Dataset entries
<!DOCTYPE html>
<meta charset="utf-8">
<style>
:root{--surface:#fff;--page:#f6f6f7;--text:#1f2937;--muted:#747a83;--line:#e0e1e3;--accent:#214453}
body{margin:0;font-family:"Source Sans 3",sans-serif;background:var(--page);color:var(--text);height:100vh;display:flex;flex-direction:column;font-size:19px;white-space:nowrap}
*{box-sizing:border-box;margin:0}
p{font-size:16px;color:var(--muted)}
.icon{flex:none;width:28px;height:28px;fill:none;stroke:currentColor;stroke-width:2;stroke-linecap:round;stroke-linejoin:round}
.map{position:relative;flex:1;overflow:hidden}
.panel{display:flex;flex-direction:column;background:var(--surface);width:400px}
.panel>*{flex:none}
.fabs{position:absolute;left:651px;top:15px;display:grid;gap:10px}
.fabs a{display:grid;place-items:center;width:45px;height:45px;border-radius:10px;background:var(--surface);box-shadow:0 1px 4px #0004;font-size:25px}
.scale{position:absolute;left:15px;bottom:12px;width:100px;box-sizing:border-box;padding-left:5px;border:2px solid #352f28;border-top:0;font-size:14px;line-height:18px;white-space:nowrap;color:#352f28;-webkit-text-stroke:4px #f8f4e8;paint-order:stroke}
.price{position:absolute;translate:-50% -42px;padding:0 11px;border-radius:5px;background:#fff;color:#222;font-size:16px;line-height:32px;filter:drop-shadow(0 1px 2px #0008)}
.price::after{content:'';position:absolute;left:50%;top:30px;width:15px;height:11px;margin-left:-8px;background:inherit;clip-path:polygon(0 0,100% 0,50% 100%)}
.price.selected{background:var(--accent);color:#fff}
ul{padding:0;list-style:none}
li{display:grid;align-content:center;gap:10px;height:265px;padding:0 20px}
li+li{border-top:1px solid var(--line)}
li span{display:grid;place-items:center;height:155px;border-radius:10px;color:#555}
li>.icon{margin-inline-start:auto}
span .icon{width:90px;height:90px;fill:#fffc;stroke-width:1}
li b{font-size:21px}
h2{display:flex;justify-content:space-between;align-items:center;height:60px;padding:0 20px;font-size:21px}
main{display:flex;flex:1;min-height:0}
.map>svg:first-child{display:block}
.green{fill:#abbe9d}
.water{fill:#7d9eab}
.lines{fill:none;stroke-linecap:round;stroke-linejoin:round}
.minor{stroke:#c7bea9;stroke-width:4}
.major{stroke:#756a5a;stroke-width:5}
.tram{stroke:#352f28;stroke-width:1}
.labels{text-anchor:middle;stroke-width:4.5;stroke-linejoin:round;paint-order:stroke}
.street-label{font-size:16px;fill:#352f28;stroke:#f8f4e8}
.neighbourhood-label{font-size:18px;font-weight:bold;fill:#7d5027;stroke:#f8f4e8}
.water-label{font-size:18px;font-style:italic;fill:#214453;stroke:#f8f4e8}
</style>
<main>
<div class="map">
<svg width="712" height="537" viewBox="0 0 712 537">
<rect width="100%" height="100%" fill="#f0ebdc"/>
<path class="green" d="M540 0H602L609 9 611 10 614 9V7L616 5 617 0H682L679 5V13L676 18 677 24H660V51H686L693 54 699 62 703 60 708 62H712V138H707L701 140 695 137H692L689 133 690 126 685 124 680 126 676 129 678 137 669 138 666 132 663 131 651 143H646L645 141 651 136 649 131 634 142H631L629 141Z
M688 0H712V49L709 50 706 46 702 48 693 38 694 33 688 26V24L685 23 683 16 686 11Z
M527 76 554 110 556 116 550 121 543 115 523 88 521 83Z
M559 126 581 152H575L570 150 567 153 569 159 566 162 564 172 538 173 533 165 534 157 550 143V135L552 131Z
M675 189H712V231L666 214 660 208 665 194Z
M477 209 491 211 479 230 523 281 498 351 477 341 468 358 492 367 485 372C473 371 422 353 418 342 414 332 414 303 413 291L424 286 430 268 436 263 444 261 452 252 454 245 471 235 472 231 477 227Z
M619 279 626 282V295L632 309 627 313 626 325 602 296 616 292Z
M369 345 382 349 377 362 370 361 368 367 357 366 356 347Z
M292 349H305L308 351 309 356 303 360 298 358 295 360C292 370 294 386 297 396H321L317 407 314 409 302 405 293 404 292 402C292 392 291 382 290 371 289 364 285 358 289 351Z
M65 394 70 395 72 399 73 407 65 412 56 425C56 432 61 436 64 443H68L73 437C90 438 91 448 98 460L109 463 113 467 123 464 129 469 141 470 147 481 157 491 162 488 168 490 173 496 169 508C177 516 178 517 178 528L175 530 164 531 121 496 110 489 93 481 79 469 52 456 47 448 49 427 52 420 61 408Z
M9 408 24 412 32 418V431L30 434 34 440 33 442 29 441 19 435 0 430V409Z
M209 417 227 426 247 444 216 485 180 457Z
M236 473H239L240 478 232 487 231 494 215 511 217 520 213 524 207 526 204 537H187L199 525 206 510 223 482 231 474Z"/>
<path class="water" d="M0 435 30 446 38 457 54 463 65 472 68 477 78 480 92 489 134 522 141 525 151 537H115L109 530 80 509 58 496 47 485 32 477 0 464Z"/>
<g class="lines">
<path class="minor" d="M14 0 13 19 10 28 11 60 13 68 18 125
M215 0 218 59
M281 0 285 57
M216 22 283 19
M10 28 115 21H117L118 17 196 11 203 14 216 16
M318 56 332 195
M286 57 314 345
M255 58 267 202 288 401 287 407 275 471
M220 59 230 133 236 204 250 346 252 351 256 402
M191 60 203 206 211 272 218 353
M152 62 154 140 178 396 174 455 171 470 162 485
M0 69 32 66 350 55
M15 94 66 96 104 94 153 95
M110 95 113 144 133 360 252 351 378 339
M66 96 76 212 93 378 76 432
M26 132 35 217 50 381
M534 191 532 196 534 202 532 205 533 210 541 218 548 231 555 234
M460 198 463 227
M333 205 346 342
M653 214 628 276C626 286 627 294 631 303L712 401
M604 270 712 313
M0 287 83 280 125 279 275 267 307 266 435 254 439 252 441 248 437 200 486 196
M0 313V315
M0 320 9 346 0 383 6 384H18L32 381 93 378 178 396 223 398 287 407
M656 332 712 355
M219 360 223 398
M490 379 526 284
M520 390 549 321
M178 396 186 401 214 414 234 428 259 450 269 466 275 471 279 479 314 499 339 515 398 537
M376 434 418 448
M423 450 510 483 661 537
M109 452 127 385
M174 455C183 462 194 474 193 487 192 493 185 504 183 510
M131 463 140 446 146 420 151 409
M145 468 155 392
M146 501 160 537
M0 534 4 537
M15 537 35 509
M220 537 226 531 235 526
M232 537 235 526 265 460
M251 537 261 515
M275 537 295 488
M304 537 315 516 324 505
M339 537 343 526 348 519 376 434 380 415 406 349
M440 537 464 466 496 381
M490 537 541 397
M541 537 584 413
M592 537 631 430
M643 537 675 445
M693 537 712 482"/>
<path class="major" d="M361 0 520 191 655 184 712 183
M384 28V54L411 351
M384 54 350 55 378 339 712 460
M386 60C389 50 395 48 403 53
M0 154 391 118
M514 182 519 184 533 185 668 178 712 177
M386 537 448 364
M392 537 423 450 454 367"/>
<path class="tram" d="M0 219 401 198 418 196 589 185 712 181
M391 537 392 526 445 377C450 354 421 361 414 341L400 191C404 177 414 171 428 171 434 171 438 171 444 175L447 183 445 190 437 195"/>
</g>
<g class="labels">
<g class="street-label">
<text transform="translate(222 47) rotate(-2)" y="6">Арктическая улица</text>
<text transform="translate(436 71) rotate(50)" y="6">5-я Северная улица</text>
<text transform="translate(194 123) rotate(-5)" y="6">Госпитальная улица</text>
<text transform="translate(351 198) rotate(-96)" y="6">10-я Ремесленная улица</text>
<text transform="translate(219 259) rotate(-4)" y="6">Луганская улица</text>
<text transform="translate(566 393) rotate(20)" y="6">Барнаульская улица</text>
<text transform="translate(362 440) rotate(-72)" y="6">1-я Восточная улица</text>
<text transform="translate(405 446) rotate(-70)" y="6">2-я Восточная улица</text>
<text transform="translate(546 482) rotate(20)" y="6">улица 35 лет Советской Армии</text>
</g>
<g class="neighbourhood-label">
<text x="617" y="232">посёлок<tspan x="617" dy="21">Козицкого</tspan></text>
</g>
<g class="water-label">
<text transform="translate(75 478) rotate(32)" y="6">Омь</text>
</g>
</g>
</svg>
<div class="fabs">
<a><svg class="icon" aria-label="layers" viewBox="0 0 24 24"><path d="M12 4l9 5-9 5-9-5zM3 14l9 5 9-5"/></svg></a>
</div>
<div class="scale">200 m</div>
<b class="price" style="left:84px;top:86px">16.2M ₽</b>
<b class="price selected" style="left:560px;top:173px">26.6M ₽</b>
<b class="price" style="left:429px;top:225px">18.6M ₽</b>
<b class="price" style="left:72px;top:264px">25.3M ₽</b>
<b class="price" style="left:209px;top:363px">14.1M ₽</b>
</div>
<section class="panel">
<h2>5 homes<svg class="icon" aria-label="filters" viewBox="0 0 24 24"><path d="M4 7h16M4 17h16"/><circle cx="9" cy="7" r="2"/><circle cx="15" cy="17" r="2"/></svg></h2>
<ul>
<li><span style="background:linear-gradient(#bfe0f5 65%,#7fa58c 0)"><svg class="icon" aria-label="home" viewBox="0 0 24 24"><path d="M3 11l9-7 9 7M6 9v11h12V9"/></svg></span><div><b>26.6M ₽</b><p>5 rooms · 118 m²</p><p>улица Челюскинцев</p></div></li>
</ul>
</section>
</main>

WHAT YOU SHOULD DO |
Search the data for the string "sizing" and copy out every line where it is found.

TASK OUTPUT |
*{box-sizing:border-box;margin:0}
.scale{position:absolute;left:15px;bottom:12px;width:100px;box-sizing:border-box;padding-left:5px;border:2px solid #352f28;border-top:0;font-size:14px;line-height:18px;white-space:nowrap;color:#352f28;-webkit-text-stroke:4px #f8f4e8;paint-order:stroke}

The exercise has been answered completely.